<<<<

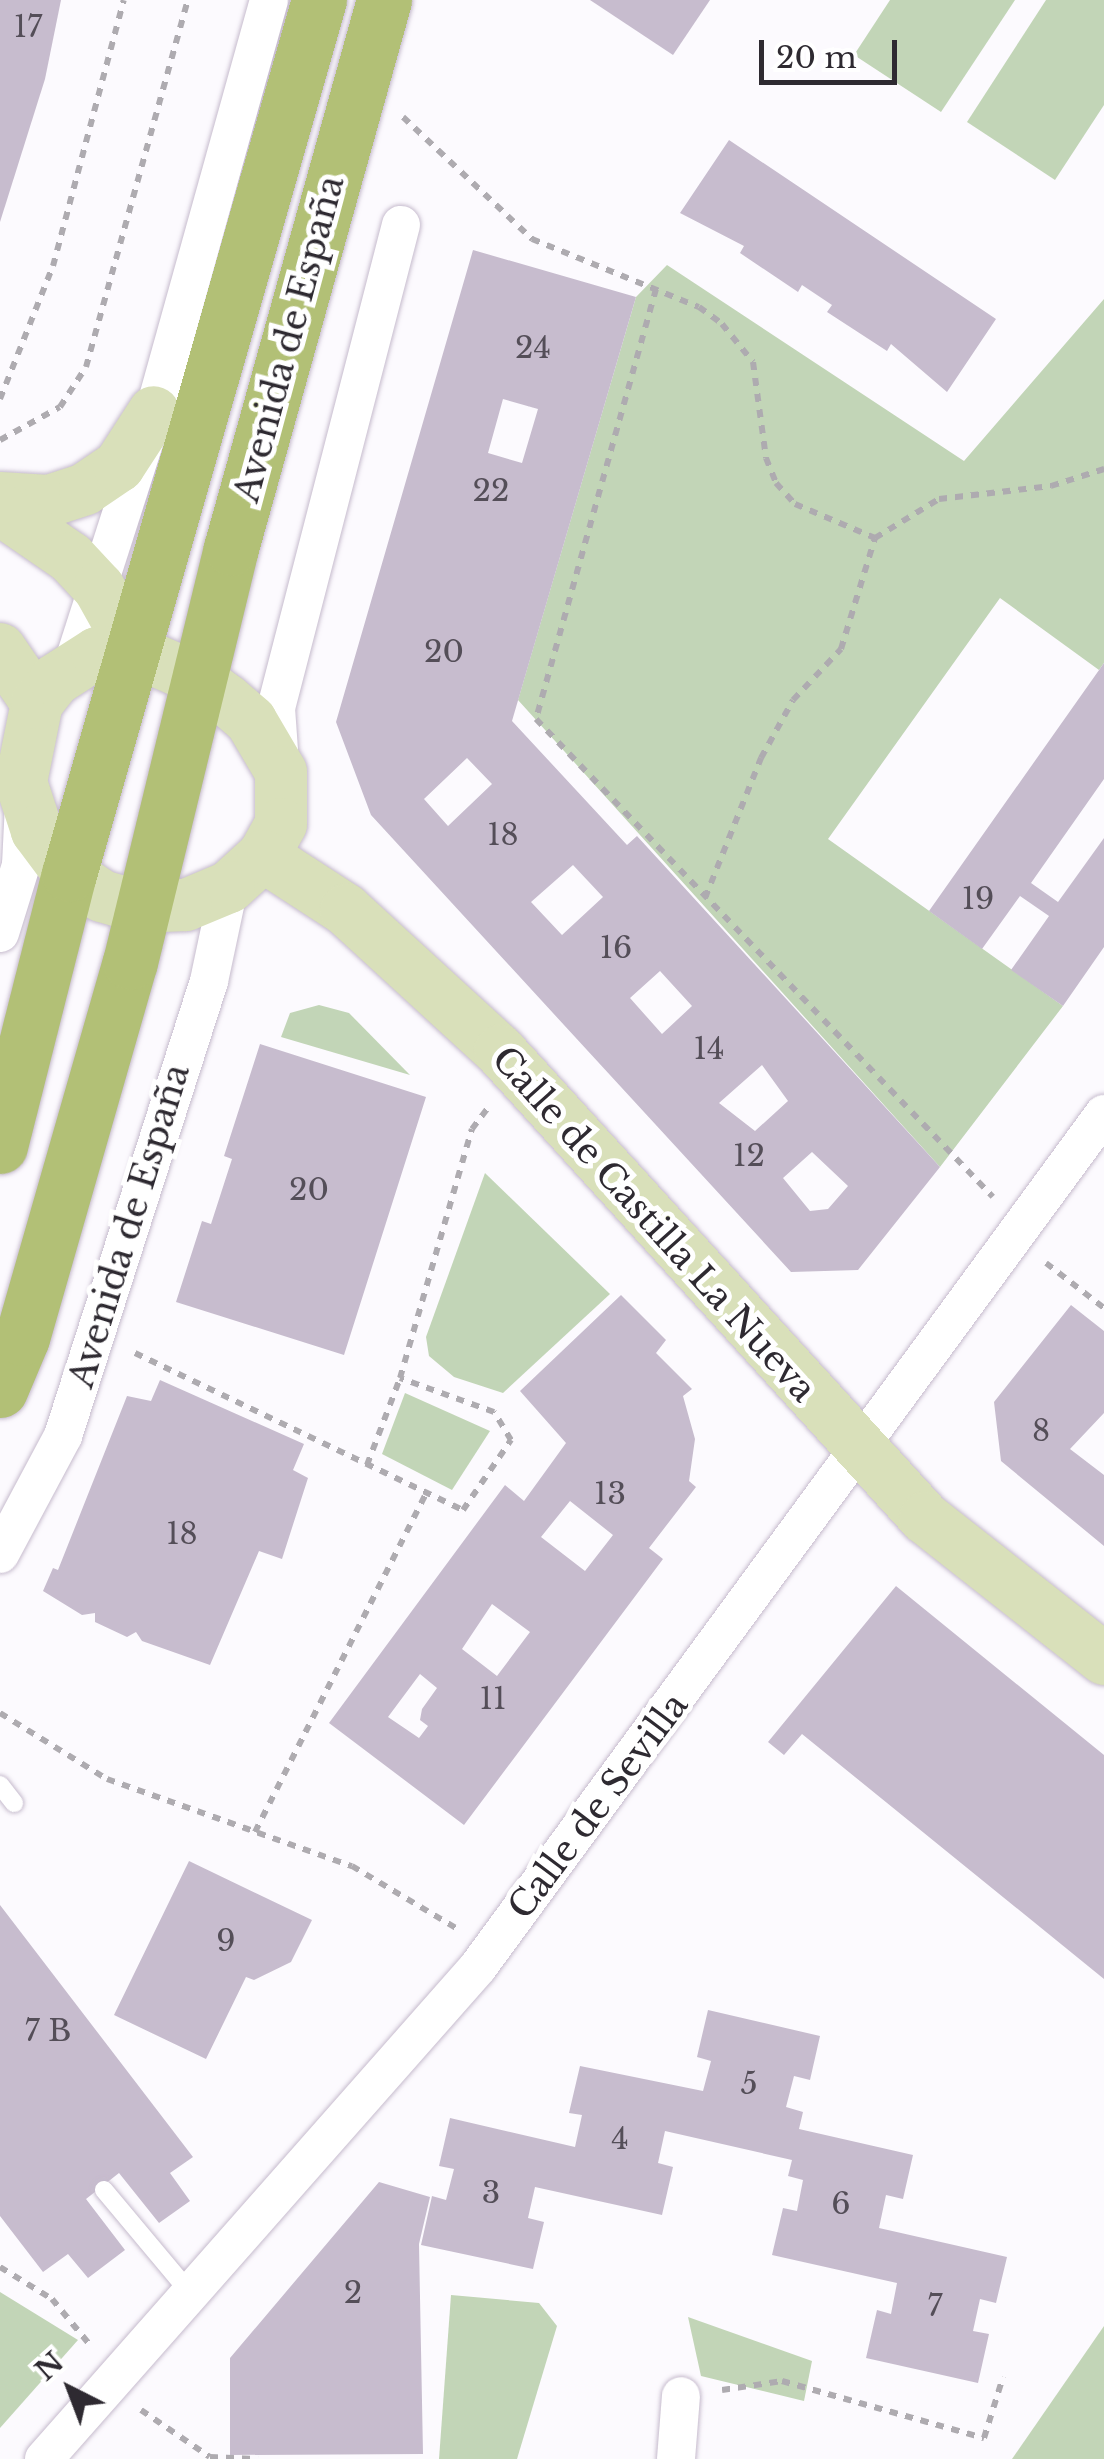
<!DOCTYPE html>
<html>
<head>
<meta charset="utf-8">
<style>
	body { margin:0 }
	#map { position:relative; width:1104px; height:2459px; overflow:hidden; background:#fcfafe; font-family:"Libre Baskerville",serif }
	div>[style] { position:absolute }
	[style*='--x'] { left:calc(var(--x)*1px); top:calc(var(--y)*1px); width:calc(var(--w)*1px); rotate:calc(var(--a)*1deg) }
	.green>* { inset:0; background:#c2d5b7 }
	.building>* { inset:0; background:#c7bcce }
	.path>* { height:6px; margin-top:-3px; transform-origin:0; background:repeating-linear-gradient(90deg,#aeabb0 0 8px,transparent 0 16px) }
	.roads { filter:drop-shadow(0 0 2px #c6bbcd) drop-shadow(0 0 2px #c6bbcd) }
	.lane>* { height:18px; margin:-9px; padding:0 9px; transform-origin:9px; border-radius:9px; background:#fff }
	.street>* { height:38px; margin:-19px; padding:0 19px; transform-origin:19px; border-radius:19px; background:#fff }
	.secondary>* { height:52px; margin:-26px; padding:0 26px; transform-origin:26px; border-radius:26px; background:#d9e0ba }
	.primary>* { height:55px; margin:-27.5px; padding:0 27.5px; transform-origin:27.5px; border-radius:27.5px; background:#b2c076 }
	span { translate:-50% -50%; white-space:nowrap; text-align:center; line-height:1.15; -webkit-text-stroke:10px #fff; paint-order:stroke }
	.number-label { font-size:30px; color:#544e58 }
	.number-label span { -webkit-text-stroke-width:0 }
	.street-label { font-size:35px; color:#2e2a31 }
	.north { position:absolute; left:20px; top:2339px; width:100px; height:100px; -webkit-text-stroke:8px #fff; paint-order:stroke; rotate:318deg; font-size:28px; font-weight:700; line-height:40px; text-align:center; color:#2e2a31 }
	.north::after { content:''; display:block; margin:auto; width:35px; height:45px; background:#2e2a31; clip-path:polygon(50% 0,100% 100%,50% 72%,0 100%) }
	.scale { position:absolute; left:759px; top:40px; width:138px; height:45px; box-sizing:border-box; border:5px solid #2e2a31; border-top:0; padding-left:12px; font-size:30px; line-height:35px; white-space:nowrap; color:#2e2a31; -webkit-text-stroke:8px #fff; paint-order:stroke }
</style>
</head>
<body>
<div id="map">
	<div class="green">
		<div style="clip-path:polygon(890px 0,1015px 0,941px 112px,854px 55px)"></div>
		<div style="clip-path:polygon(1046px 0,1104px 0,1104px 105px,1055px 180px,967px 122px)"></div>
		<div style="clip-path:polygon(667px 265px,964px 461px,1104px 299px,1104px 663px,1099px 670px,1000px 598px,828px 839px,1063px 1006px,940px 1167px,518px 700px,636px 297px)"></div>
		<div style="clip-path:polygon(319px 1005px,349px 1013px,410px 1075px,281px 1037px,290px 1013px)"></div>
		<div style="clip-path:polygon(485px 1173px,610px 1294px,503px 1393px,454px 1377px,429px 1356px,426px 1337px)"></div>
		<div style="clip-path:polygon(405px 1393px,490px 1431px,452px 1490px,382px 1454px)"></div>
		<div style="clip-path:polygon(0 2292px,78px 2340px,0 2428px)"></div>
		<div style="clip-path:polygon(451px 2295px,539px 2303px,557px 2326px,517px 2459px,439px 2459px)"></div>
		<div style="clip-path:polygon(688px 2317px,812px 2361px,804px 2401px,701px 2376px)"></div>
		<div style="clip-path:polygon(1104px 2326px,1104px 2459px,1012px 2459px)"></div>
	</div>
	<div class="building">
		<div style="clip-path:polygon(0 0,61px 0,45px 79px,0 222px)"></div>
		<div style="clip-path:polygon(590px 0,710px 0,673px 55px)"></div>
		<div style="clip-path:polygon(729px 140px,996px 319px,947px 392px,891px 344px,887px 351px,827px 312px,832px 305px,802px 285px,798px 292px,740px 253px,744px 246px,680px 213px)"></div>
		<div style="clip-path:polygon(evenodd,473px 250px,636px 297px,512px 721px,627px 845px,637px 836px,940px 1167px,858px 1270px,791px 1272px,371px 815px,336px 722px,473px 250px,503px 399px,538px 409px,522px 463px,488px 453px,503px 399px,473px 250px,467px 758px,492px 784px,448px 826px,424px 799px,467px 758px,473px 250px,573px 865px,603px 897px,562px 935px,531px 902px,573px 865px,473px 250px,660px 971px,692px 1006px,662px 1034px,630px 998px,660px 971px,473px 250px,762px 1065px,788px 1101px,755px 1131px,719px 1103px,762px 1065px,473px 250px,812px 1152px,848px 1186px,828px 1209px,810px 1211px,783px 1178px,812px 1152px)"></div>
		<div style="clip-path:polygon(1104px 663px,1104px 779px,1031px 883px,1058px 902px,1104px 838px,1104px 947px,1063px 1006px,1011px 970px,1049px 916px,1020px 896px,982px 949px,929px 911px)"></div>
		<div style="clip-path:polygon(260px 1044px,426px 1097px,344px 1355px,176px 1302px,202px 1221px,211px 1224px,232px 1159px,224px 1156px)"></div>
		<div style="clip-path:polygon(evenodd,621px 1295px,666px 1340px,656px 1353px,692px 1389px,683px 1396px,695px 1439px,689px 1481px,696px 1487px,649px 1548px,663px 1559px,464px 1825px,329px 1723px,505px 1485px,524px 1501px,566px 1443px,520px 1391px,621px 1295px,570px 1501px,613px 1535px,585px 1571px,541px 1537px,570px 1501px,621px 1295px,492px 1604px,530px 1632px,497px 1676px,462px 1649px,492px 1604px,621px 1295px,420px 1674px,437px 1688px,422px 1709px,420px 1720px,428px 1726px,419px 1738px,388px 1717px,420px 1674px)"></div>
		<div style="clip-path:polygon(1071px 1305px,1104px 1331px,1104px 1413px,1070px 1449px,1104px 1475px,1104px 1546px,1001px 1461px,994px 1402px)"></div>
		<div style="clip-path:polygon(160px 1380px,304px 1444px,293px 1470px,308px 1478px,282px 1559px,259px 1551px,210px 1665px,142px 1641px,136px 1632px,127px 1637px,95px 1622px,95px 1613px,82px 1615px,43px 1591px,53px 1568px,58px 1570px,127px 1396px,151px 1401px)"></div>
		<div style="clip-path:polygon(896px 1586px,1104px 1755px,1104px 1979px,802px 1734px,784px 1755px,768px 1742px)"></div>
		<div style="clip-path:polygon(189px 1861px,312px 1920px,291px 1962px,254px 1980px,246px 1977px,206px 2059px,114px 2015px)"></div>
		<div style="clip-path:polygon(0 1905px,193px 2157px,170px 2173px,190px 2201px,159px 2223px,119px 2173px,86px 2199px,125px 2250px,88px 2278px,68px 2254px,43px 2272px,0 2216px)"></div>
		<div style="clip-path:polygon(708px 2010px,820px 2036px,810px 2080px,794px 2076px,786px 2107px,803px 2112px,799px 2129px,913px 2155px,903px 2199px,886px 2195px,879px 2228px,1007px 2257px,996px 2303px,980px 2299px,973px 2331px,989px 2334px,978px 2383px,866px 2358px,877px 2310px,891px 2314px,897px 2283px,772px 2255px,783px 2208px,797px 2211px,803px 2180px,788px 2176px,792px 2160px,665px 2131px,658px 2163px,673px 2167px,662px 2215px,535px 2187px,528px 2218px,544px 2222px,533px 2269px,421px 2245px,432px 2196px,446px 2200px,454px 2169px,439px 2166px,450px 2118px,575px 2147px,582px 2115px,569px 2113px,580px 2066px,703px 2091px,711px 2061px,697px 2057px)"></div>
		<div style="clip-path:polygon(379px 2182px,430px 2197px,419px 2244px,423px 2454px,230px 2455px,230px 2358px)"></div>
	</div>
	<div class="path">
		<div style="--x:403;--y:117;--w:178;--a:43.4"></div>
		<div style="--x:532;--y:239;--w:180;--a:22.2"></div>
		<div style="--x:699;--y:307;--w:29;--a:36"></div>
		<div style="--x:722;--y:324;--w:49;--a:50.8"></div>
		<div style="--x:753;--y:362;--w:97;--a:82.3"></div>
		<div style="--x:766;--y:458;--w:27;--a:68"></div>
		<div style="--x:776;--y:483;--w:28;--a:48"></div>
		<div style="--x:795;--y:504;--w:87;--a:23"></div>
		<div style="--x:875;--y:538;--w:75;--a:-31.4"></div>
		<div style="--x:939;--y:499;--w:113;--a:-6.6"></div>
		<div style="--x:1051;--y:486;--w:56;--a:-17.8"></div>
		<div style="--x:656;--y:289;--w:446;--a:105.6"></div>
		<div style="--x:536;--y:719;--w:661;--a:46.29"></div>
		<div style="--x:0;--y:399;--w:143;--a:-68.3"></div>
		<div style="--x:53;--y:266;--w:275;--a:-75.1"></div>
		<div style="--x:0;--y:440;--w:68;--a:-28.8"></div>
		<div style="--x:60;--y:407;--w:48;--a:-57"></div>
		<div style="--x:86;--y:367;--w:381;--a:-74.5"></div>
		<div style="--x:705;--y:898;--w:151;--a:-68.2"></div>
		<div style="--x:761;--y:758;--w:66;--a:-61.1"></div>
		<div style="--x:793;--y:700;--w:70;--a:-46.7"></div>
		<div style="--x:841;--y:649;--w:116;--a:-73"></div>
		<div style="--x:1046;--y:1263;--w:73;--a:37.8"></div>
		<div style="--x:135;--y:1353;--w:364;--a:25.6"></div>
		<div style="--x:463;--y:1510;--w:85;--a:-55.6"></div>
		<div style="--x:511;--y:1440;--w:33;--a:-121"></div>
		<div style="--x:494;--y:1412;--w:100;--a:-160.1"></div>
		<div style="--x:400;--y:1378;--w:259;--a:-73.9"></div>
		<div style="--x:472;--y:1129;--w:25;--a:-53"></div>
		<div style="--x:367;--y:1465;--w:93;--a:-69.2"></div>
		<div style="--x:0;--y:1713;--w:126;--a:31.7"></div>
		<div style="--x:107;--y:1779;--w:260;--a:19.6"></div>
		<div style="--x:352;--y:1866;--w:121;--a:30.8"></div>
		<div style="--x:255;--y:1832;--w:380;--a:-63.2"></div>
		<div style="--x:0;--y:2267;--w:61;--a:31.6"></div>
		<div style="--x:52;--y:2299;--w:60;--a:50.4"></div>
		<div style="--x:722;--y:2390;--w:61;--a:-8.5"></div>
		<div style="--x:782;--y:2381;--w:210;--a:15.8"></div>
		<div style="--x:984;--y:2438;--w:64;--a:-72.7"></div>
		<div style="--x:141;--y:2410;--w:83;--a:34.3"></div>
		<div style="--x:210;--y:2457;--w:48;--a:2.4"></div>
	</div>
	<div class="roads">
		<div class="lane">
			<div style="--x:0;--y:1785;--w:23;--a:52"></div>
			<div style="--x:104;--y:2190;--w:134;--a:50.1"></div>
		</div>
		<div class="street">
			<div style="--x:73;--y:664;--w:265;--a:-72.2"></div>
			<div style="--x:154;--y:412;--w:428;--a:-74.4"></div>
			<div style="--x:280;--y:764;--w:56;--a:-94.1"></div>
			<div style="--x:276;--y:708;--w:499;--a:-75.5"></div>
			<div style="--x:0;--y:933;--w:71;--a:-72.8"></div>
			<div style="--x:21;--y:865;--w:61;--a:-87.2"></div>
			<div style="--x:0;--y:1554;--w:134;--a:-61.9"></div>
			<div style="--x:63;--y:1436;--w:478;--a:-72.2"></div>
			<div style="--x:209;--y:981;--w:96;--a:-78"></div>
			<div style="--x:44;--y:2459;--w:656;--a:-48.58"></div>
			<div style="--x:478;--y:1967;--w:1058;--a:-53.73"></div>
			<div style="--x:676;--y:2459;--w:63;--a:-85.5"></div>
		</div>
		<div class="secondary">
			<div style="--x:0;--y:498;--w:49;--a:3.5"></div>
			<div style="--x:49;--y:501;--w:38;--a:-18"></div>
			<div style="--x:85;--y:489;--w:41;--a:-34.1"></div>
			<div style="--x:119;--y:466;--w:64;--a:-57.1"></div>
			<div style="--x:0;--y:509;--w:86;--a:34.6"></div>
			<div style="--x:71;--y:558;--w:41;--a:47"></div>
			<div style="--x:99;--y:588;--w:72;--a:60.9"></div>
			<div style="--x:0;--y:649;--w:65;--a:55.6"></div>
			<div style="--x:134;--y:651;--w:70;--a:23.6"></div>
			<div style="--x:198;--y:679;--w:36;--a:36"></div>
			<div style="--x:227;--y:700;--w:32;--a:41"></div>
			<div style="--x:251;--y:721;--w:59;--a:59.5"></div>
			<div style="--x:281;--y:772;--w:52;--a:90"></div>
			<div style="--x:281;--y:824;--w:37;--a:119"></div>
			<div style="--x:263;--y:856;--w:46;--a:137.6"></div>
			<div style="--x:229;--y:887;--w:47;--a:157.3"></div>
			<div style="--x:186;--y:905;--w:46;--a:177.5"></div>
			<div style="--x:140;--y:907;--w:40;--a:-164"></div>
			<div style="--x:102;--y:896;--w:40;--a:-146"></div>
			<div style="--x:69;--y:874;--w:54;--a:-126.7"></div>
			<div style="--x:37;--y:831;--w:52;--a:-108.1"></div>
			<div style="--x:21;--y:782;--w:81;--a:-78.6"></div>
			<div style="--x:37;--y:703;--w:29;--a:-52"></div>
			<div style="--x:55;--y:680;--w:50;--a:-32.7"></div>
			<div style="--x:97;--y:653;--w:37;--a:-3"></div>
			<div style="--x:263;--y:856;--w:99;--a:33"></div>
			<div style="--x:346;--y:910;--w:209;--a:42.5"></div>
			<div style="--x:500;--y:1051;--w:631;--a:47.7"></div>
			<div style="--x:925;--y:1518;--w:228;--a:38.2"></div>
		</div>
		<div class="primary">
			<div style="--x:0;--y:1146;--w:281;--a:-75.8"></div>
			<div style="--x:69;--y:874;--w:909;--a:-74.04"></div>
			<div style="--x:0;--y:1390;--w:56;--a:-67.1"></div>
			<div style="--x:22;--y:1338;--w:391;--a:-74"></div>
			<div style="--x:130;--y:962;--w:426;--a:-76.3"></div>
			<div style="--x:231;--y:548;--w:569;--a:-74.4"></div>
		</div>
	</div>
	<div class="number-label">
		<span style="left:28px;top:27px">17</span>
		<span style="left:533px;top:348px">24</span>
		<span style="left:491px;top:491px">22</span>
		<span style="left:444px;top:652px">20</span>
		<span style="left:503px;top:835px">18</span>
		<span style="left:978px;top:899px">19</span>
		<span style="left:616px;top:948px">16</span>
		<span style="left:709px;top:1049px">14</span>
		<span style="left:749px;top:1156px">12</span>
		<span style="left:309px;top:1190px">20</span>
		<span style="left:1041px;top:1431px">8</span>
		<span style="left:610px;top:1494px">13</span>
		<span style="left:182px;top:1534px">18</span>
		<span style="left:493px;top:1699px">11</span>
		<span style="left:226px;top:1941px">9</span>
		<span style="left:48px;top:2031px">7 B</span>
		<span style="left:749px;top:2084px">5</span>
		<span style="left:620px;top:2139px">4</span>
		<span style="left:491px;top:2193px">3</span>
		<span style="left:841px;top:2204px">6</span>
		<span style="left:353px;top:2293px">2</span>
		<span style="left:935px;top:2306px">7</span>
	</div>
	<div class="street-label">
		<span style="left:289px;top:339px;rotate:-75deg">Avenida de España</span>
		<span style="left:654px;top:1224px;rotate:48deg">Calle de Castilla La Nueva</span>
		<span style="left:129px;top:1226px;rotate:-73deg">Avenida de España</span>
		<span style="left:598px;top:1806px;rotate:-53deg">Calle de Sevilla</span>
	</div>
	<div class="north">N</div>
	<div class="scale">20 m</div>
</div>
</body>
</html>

>>>>

Scan the data above for the string "number" and copy each line where it appears.

### Answer to this task
	.number-label { font-size:30px; color:#544e58 }
	.number-label span { -webkit-text-stroke-width:0 }
	<div class="number-label">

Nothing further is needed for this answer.